VIII. Values, Ideals, and Religion
A: If you could list your three most important goals for your life, what would they be? (after taking turns, comment on if they are complementary or how they are different etc.) State that it takes cooperation to achieve mutuality.
B: Philosophy of life exercise: Deathbed scene… what piece of advice about life would you give them? Epitaph: … After here lies, What would it say about you? Obituary versus a eulogy. ) Writing both as a life assessment tool…)
C: What are your hopes and fears for the future? What ideals or visions motivate you or what ideals and dreams can console you?
D: What were your religious backgrounds? If different, how are those differences meaningful or relevant to you today? What is your current religious or spiritual outlook? How has your faith or your beliefs changed? Do you feel that there is a difference between religion and spirituality? How ? What is God, for you? What purpose would going to a church or belonging to a spiritual community have for you?
E: Would you expect your children to attend some kind of Sunday School? Who do you feel will be their best teachers? How does modeling vs. preaching appeal to you? How would you define family as a spiritual ideal?
IX. The Wedding Service
A: What is a wedding service? What does it symbolize?
B: How would you structure or design your wedding service? What about its length? its complexity? From the weddings you have gone to, what features would you definitely add and which ones would you definitely delete? Why?
C: What kinds of music have you considered? What about readings?
1 Will you include any prayers? What types do you enjoy, or what do you feel will express the ideas and feeling you wish to share? Friends and relatives offering a reading or some music or reflections on relationships etc.

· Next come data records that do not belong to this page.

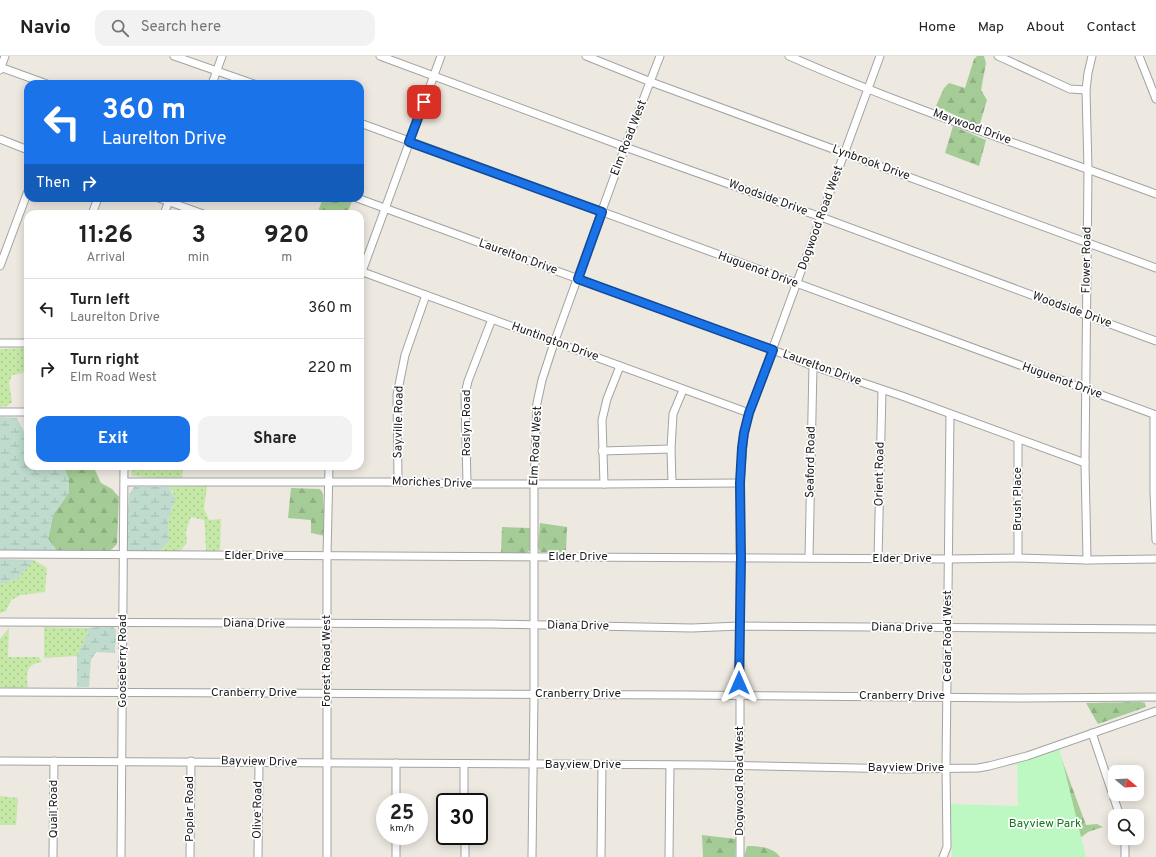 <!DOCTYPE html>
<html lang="en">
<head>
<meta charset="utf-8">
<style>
	:root { --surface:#fff; --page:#f2f2f2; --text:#222; --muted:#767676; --line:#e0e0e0; --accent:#1a73e8 }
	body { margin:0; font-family:Overpass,sans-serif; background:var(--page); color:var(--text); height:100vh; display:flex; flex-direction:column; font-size:15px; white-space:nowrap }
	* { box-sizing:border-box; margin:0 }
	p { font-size:13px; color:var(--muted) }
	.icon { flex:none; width:22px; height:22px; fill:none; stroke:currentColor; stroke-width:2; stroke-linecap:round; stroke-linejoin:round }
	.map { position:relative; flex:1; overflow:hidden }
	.sheet { position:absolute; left:24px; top:154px; width:340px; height:260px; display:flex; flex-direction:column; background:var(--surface); border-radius:12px; box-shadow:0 2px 10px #0003 }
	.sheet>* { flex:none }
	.banner { position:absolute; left:24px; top:24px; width:340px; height:122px; border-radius:12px; box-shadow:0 2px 10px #0003; background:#1a73e8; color:#fff; overflow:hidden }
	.needle { width:26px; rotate:108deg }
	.controls { position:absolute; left:1108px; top:709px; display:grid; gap:8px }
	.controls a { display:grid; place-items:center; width:36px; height:36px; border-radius:8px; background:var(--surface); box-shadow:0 2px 10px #0003; font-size:20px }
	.speed { position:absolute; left:376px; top:737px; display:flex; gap:8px; font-size:20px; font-weight:700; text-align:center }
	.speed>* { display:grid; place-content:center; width:52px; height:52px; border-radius:50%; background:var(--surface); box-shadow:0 2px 10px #0003; line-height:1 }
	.speed small { font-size:10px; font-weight:400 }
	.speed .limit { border:2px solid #111; border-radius:6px; background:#fff; color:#111 }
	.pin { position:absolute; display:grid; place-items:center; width:34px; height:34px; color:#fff; margin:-17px; border-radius:8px; box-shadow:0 2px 6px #0006 }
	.me { position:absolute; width:44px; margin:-22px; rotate:0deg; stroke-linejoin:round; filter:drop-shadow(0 0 3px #0008) }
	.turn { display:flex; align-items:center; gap:14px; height:84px; padding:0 12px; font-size:18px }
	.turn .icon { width:52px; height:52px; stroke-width:2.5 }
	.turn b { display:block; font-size:28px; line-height:34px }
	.then { display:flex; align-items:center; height:38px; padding:0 12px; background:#0003; gap:8px; font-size:15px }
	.eta { display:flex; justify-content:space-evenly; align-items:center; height:68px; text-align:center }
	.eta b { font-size:24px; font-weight:700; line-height:28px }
	.button { display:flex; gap:8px; margin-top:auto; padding:8px 12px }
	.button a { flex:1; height:46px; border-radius:12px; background:var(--accent); color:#fff; font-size:16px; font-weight:700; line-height:46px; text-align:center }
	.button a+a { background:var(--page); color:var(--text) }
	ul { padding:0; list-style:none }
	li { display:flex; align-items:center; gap:12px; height:60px; padding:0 12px; border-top:1px solid var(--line) }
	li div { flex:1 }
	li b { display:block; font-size:15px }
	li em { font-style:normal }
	header { display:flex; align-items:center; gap:24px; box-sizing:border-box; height:56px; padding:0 20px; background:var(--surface); border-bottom:1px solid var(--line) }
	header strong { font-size:19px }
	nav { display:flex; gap:22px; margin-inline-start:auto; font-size:14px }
	.search { width:280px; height:36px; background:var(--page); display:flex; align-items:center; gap:10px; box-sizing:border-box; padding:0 14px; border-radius:12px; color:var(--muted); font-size:15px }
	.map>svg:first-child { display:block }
	.grass { fill:url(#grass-dots) }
	.forest { fill:url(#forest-firs) }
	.wetland { fill:url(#wetland-marsh) }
	.park { fill:#bdf8c3 }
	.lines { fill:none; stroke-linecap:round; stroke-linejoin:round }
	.minor-casing { stroke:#a3a3a3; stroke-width:9 }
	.minor { stroke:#fff; stroke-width:7 }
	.route-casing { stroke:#114b97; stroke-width:10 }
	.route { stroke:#1a73e8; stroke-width:7 }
	.labels { text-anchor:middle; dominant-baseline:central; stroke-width:3.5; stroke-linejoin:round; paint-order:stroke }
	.street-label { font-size:12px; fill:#1c1c1c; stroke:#fff }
	.park-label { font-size:12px; fill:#0c7817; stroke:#fff }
</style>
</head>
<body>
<header>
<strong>Navio</strong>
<div class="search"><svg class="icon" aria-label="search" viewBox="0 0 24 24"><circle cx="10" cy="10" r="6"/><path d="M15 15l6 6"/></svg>Search here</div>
<nav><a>Home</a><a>Map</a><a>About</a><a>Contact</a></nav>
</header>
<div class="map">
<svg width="1156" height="801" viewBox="0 0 1156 801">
	<defs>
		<pattern id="grass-dots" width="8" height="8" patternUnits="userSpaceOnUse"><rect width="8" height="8" fill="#c5e8a7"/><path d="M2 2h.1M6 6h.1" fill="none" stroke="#a9c68f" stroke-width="1.8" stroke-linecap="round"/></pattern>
		<pattern id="forest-firs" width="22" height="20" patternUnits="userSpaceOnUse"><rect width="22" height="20" fill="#a5cc96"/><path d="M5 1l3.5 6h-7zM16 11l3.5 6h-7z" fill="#8daf81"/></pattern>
		<pattern id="wetland-marsh" width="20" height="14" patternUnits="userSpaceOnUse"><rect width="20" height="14" fill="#bedbce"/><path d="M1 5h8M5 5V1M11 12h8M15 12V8" fill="none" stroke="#a3bbb0"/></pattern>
	</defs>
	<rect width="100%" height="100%" fill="#ede9e1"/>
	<g class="grass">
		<path d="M 26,292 C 28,301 27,308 23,317 L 12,319 L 9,327 L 12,346 L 7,350 L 0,351 L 0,293 Z"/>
		<path d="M 130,410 L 183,410 L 182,424 L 132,420 Z"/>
		<path d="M 207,430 L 204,453 L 209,464 L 221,463 L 220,494 L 206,496 L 205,471 L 204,464 L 191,461 L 186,475 L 187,487 L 180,495 L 159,495 L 169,486 L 168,464 L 175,443 L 172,435 L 168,431 Z"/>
		<path d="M 34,504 L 47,512 L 45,536 L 21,539 L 11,544 L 6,555 L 0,557 L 0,528 L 17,523 Z"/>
		<path d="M 44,571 L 87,572 L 88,577 L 77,600 L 44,602 Z"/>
		<path d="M 9,572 L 8,601 L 39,601 L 42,606 C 26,608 26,617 28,631 L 16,633 L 0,631 L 0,583 Z"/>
		<path d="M 0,740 L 18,742 L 16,769 L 0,769 Z"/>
	</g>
	<g class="forest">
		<path d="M 977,0 L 984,0 L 986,7 L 981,34 L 987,44 L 979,71 L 936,50 L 944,32 L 949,27 L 965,32 L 974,3 Z"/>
		<path d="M 953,70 L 986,84 L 979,110 L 945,97 Z"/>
		<path d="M 323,142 L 344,142 L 352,145 L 347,158 L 317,158 Z"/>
		<path d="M 63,410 L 87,410 L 95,414 L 101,427 L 112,433 L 119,441 L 117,488 L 111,494 L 57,495 L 48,483 L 53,459 L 69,436 Z"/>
		<path d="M 291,432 L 320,433 L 323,438 L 325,480 L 311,477 L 311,464 L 288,462 Z"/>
		<path d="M 540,467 L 567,471 L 566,496 L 540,496 L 538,491 Z"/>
		<path d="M 502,471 L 530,472 L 530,494 L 524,499 L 501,497 Z"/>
		<path d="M 1141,646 L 1145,647 L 1146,651 L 1098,668 L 1086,647 Z"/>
		<path d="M 1059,696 L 1086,769 L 1097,768 L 1103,771 L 1088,776 L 1079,783 Z"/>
		<path d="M 702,779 L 736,783 L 735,801 L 703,801 Z"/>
		<path d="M 747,790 C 759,790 773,791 780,801 L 744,801 Z"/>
	</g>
	<g class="wetland">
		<path d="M 0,361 L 17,362 L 28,384 L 28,410 L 64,410 L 69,424 L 69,437 L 53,459 L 48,482 L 57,495 L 0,494 Z"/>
		<path d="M 134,431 L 168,431 L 171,435 L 175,443 L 168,464 L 169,486 L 159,495 L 130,496 L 126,491 L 129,438 Z"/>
		<path d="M 0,503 L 34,504 L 17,523 L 0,528 Z"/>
		<path d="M 112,570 L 116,574 L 115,597 L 96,596 L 91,604 L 89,631 L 77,631 L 77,600 L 88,577 L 87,572 Z"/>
	</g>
	<path class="park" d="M 1059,691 L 1086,801 L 952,801 L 951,748 L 1018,750 L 1017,705 Z"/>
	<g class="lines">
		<g class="minor-casing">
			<g id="minor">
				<path d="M 174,0 L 254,28"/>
				<path d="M 380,0 L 625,91 L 821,161 L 1156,285"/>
				<path d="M 586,0 L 651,26 L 1156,212"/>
				<path d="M 789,0 C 909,53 1034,93 1156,138"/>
				<path d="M 998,0 L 1070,33 L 1086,34"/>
				<path d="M 1139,0 L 1156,43"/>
				<path d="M 0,11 L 47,28"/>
				<path d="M 0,14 L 5,0"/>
				<path d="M 212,28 L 222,0"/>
				<path d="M 360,67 L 1156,359"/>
				<path d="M 0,83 L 28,94"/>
				<path d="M 159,142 L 203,158"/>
				<path d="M 357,142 L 773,294 L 813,310 L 902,340 L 1085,407"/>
				<path d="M 92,158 L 98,142"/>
				<path d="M 164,158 L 170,142"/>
				<path d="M 0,210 L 28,135"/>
				<path d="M 360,215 L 749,357"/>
				<path d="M 360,221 L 441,0"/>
				<path d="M 0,287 L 28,287"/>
				<path d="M 0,356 L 28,356"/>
				<path d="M 1154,359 L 1154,435 L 1156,484"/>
				<path d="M 602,395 L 671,393"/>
				<path d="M 125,426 L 398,426 L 467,428 L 604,428 L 740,427"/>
				<path d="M 398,426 L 397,339 L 405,299 L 426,239"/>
				<path d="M 672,427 L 671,393 L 673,358 L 683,334"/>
				<path d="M 467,428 L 465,338 L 468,325 L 492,263"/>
				<path d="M 604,428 L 602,364 L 607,343 L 620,310"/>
				<path d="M 0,498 L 948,503 L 1018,502 L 1087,504 L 1156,503"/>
				<path d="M 809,502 L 813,310"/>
				<path d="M 1018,502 L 1018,383"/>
				<path d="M 878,503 L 882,334"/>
				<path d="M 1087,504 L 1085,407 L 1088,113 L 1086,34 L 1088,17 L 1092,0"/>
				<path d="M 0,566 L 491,568 L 692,572 L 740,570 L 1156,573"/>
				<path d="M 0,636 L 689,639 L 1024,642 L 1156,641"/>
				<path d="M 1092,677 L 1120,760"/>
				<path d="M 0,705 L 710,709 L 904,713 L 978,712 L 989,710 L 1027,700 L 1156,655"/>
				<path d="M 464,708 L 464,746"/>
				<path d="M 396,746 L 396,707"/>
				<path d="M 465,780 L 465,801"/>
				<path d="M 53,801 L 54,705"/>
				<path d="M 121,801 L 124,410"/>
				<path d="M 190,801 L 191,705"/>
				<path d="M 258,801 L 259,707"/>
				<path d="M 327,801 L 327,500 L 329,410"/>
				<path d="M 396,801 L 396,780"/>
				<path d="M 532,801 L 534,638 L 534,428 L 537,347 L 542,324 L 554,287 L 625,91 L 660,0"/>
				<path d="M 601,801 L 602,709"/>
				<path d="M 669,801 L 670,709"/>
				<path d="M 740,801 L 740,427 L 744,377 L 749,357 L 880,0"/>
				<path d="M 943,801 L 947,791 L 946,712 L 950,358"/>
				<path d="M 1125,801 L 1125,782"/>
			</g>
		</g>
		<use href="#minor" class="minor"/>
	</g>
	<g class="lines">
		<g class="route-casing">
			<path id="route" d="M 424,46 L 409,86 L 602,156 L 578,223 L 773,294 L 749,357 L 744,377 L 742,392 L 740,427 L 741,502 L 739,627"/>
		</g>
		<use href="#route" class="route"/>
	</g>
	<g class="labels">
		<g class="street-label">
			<text transform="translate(972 71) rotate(20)">Maywood Drive</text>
			<text transform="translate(629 82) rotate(-69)">Elm Road West</text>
			<text transform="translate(871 107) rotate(20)">Lynbrook Drive</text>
			<text transform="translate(768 142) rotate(20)">Woodside Drive</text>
			<text transform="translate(821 162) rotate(-70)">Dogwood Road West</text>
			<text transform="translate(518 201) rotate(20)">Laurelton Drive</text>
			<text transform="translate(1087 204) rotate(-89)">Flower Road</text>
			<text transform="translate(758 214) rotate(20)">Huguenot Drive</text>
			<text transform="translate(1072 254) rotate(20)">Woodside Drive</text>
			<text transform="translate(555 286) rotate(20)">Huntington Drive</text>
			<text transform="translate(822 312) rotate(20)">Laurelton Drive</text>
			<text transform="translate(1062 325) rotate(20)">Huguenot Drive</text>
			<text transform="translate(399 366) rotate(-89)">Sayville Road</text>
			<text transform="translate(467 367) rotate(-90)">Roslyn Road</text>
			<text transform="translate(536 390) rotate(-87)">Elm Road West</text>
			<text transform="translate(811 406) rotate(-89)">Seaford Road</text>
			<text transform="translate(880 418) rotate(-89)">Orient Road</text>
			<text transform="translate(432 427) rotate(2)">Moriches Drive</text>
			<text transform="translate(1018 443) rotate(-90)">Brush Place</text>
			<text x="254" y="500">Elder Drive</text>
			<text x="578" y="501">Elder Drive</text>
			<text x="902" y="503">Elder Drive</text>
			<text transform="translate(254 568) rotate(1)">Diana Drive</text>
			<text transform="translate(578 570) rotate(1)">Diana Drive</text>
			<text transform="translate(902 572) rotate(1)">Diana Drive</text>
			<text transform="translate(948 580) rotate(-90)">Cedar Road West</text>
			<text transform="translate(123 605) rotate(-90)">Gooseberry Road</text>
			<text transform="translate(327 605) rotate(-90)">Forest Road West</text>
			<text x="254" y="637">Cranberry Drive</text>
			<text x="578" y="638">Cranberry Drive</text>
			<text x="902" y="640">Cranberry Drive</text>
			<text transform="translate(259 706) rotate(1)">Bayview Drive</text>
			<text x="583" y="709">Bayview Drive</text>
			<text x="906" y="712">Bayview Drive</text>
			<text transform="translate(740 725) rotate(-90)">Dogwood Road West</text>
			<text transform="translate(54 753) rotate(-90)">Quail Road</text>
			<text transform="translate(190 753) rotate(-90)">Poplar Road</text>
			<text transform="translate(258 754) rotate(-89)">Olive Road</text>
		</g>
		<g class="park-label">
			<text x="1045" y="768">Bayview Park</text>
		</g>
	</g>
</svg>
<div class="controls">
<a><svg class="needle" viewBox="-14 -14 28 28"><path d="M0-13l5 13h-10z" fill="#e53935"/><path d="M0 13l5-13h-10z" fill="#767676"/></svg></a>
<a><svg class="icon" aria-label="search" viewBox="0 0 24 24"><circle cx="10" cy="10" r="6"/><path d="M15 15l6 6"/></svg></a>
</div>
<div class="speed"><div>25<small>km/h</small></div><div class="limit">30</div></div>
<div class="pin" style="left:424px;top:46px;background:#d93025"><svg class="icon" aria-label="arrive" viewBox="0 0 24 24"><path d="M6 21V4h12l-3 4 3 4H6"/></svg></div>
<svg class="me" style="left:739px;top:627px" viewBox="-20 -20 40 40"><path d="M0-17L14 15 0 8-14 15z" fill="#1a73e8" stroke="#fff" stroke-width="4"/></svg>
<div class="banner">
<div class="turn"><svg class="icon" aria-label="left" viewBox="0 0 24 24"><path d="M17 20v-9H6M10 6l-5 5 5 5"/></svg><div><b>360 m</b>Laurelton Drive</div></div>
<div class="then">Then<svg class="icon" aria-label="right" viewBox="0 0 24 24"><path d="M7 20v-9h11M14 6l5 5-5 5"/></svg></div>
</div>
<section class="sheet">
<div class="eta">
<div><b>11:26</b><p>Arrival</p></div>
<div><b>3</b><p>min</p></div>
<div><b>920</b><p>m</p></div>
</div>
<ul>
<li><svg class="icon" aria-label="left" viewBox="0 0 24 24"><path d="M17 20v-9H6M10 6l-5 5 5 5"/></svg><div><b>Turn left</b><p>Laurelton Drive</p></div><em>360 m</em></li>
<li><svg class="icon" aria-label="right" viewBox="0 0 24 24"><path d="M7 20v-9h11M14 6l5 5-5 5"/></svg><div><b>Turn right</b><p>Elm Road West</p></div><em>220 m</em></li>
</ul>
<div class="button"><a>Exit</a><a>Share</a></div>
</section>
</div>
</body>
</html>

D: What is the highlight of as wedding service? Will you consider writing your own vows? ( Samples of services given out here… with an explanation of the structure you prefer to use…)
E: Will you use or wear rings? Candles? Wine? Sand?
F: Will you include others in the wedding service? How many bridesmaids attendants and/or ushers?
What about Parents and/or recognition? children? w/ flowers or rings?
G: How many people? How formal will it be? Garb? ( matching formality)
H: Legalities: Blood Test; option for a wide spectrum screening of all STDs, or communicable diseases, and any hereditary or genetic problems you might be carrying… (children) City/Town Hall-License; allow for a 3 day waiting or processing period
I: Fees for services.. my sliding scale; necessity of a rehearsal, and that I will need your working copy 10 days before the service… FINIS Any Q’s ???